DATA:
Content starts

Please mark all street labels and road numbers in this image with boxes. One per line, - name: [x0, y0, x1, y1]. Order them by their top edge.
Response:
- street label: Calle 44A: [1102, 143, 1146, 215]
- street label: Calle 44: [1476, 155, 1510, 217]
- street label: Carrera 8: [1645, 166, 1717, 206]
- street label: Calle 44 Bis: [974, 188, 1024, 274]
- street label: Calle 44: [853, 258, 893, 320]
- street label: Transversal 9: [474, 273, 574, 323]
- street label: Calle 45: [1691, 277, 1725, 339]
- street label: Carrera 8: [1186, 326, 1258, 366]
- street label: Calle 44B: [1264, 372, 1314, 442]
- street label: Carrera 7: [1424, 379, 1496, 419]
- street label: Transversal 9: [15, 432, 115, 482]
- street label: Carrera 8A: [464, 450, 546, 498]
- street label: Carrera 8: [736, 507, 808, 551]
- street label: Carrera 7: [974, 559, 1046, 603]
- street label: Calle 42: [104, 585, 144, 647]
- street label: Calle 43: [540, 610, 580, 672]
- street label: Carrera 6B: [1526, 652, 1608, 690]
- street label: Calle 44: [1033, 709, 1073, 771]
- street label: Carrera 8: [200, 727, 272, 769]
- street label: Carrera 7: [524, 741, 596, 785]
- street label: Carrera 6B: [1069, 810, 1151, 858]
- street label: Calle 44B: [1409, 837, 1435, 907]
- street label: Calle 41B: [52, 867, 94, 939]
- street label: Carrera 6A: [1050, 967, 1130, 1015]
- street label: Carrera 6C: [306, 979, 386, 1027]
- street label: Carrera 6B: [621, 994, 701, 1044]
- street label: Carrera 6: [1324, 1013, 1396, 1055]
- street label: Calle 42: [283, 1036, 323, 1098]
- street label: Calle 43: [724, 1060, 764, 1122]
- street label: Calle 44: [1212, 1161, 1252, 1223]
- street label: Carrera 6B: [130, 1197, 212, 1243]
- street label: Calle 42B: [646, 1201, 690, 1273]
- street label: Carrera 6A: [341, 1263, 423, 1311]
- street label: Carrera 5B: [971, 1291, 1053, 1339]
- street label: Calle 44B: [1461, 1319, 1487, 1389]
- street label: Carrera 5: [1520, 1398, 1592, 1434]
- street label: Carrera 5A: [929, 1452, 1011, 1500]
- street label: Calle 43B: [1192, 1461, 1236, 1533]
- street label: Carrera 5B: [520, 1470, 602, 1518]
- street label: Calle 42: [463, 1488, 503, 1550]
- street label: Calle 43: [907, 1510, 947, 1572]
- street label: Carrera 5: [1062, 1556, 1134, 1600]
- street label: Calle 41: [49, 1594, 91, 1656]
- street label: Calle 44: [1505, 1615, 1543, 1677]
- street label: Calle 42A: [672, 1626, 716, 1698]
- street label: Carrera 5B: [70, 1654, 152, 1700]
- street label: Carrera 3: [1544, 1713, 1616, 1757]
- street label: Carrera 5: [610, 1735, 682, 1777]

Content ends

THE TASK: Go through the records above and report how many lines contain "Transversal". Write the number only.

ANSWER AREA: 2